Set down all the lines below, each one exactly as shown.
────
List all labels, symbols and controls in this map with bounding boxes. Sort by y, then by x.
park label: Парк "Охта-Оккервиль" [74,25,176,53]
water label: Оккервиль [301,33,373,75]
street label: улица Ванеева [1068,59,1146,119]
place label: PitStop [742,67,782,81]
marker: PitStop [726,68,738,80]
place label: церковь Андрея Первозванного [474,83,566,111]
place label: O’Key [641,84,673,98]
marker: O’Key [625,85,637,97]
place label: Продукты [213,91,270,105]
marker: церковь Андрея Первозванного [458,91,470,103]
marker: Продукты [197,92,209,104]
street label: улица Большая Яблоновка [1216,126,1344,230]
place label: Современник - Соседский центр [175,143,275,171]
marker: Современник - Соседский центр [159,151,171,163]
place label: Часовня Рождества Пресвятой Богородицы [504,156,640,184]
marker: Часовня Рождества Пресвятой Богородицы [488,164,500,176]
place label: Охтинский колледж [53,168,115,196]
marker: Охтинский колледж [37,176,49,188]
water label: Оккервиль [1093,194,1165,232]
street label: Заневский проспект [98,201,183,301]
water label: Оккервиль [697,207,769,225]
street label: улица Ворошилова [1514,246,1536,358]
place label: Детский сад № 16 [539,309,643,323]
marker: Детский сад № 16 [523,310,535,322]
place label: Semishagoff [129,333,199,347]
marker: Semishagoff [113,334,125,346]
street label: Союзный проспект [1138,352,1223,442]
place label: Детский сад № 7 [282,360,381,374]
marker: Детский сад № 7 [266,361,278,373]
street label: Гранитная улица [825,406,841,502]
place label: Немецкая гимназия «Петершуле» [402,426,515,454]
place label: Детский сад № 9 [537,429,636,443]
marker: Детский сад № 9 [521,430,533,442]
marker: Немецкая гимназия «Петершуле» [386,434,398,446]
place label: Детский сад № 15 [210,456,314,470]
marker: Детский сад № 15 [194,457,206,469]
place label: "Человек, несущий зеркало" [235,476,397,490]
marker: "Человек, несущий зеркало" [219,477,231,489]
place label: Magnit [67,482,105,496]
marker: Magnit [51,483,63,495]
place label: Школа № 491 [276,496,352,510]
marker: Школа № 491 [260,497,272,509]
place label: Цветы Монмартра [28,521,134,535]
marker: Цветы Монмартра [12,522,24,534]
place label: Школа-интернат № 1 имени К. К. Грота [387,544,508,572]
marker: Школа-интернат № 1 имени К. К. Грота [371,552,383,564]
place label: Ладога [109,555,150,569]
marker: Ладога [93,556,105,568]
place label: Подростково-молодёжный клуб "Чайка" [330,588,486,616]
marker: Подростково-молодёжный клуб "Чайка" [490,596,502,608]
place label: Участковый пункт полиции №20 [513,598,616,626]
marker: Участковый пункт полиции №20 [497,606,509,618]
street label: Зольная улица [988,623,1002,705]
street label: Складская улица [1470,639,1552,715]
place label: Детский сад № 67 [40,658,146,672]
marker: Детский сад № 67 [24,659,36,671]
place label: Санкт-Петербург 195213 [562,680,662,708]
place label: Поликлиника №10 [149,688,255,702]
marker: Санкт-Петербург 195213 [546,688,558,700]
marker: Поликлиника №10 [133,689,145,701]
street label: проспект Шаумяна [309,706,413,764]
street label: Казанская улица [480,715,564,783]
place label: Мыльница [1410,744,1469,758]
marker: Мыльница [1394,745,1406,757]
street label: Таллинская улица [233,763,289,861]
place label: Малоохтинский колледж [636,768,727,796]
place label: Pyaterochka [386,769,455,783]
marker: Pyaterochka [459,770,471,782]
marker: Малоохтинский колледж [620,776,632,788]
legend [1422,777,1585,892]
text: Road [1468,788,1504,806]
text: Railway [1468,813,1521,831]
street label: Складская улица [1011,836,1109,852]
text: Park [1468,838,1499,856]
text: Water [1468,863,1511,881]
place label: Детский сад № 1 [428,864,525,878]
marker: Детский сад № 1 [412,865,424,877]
────
YOUR RESPONSE
List all labels, symbols and controls in this map with bounding boxes. Sort by y, then by x.
park label: Парк "Охта-Оккервиль" [74,25,176,53]
water label: Оккервиль [301,33,373,75]
street label: улица Ванеева [1068,59,1146,119]
place label: PitStop [742,67,782,81]
marker: PitStop [726,68,738,80]
place label: церковь Андрея Первозванного [474,83,566,111]
place label: O’Key [641,84,673,98]
marker: O’Key [625,85,637,97]
place label: Продукты [213,91,270,105]
marker: церковь Андрея Первозванного [458,91,470,103]
marker: Продукты [197,92,209,104]
street label: улица Большая Яблоновка [1216,126,1344,230]
place label: Современник - Соседский центр [175,143,275,171]
marker: Современник - Соседский центр [159,151,171,163]
place label: Часовня Рождества Пресвятой Богородицы [504,156,640,184]
marker: Часовня Рождества Пресвятой Богородицы [488,164,500,176]
place label: Охтинский колледж [53,168,115,196]
marker: Охтинский колледж [37,176,49,188]
water label: Оккервиль [1093,194,1165,232]
street label: Заневский проспект [98,201,183,301]
water label: Оккервиль [697,207,769,225]
street label: улица Ворошилова [1514,246,1536,358]
place label: Детский сад № 16 [539,309,643,323]
marker: Детский сад № 16 [523,310,535,322]
place label: Semishagoff [129,333,199,347]
marker: Semishagoff [113,334,125,346]
street label: Союзный проспект [1138,352,1223,442]
place label: Детский сад № 7 [282,360,381,374]
marker: Детский сад № 7 [266,361,278,373]
street label: Гранитная улица [825,406,841,502]
place label: Немецкая гимназия «Петершуле» [402,426,515,454]
place label: Детский сад № 9 [537,429,636,443]
marker: Детский сад № 9 [521,430,533,442]
marker: Немецкая гимназия «Петершуле» [386,434,398,446]
place label: Детский сад № 15 [210,456,314,470]
marker: Детский сад № 15 [194,457,206,469]
place label: "Человек, несущий зеркало" [235,476,397,490]
marker: "Человек, несущий зеркало" [219,477,231,489]
place label: Magnit [67,482,105,496]
marker: Magnit [51,483,63,495]
place label: Школа № 491 [276,496,352,510]
marker: Школа № 491 [260,497,272,509]
place label: Цветы Монмартра [28,521,134,535]
marker: Цветы Монмартра [12,522,24,534]
place label: Школа-интернат № 1 имени К. К. Грота [387,544,508,572]
marker: Школа-интернат № 1 имени К. К. Грота [371,552,383,564]
place label: Ладога [109,555,150,569]
marker: Ладога [93,556,105,568]
place label: Подростково-молодёжный клуб "Чайка" [330,588,486,616]
marker: Подростково-молодёжный клуб "Чайка" [490,596,502,608]
place label: Участковый пункт полиции №20 [513,598,616,626]
marker: Участковый пункт полиции №20 [497,606,509,618]
street label: Зольная улица [988,623,1002,705]
street label: Складская улица [1470,639,1552,715]
place label: Детский сад № 67 [40,658,146,672]
marker: Детский сад № 67 [24,659,36,671]
place label: Санкт-Петербург 195213 [562,680,662,708]
place label: Поликлиника №10 [149,688,255,702]
marker: Санкт-Петербург 195213 [546,688,558,700]
marker: Поликлиника №10 [133,689,145,701]
street label: проспект Шаумяна [309,706,413,764]
street label: Казанская улица [480,715,564,783]
place label: Мыльница [1410,744,1469,758]
marker: Мыльница [1394,745,1406,757]
street label: Таллинская улица [233,763,289,861]
place label: Малоохтинский колледж [636,768,727,796]
place label: Pyaterochka [386,769,455,783]
marker: Pyaterochka [459,770,471,782]
marker: Малоохтинский колледж [620,776,632,788]
legend [1422,777,1585,892]
text: Road [1468,788,1504,806]
text: Railway [1468,813,1521,831]
street label: Складская улица [1011,836,1109,852]
text: Park [1468,838,1499,856]
text: Water [1468,863,1511,881]
place label: Детский сад № 1 [428,864,525,878]
marker: Детский сад № 1 [412,865,424,877]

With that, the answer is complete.